— Task to carry out —
Repeat each entry exactly, but do not carry over the pictures.

— Entries provided —

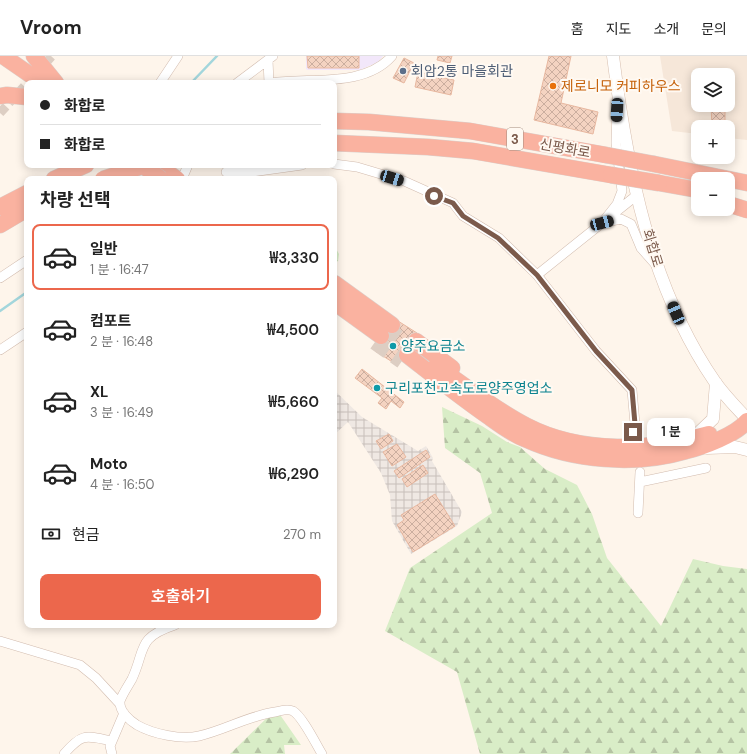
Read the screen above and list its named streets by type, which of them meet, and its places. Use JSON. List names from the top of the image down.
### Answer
{
  "streets": {
    "highway": ["3", "신평화로"],
    "main road": ["화합로"]
  },
  "places": [
    "회암2통 마을회관",
    "제로니모 커피하우스",
    "양주요금소",
    "구리포천고속도로양주영업소"
  ],
  "page": {
    "header": "Vroom",
    "nav": [
      "홈",
      "지도",
      "소개",
      "문의"
    ],
    "map_buttons": ["+", "−"],
    "banner": ["화합로", "화합로"],
    "heading": "차량 선택",
    "list": [
      {
        "name": "일반",
        "note": "1 분 · 16:47",
        "value": "₩3,330"
      },
      {
        "name": "컴포트",
        "note": "2 분 · 16:48",
        "value": "₩4,500"
      },
      {
        "name": "XL",
        "note": "3 분 · 16:49",
        "value": "₩5,660"
      },
      {
        "name": "Moto",
        "note": "4 분 · 16:50",
        "value": "₩6,290"
      }
    ],
    "bubble": "1 분",
    "pay": ["현금", "270 m"],
    "buttons": "호출하기"
  }
}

— Solved problem —
Read the screen above and list its named streets by type, which of them meet, and its places. Use JSON. List names from the top of the image down.
### Answer
{
  "streets": {
    "highway": ["3", "신평화로"],
    "main road": ["화합로"]
  },
  "places": [
    "회암2통 마을회관",
    "제로니모 커피하우스",
    "양주요금소",
    "구리포천고속도로양주영업소"
  ],
  "page": {
    "header": "Vroom",
    "nav": [
      "홈",
      "지도",
      "소개",
      "문의"
    ],
    "map_buttons": ["+", "−"],
    "banner": ["화합로", "화합로"],
    "heading": "차량 선택",
    "list": [
      {
        "name": "일반",
        "note": "1 분 · 16:47",
        "value": "₩3,330"
      },
      {
        "name": "컴포트",
        "note": "2 분 · 16:48",
        "value": "₩4,500"
      },
      {
        "name": "XL",
        "note": "3 분 · 16:49",
        "value": "₩5,660"
      },
      {
        "name": "Moto",
        "note": "4 분 · 16:50",
        "value": "₩6,290"
      }
    ],
    "bubble": "1 분",
    "pay": ["현금", "270 m"],
    "buttons": "호출하기"
  }
}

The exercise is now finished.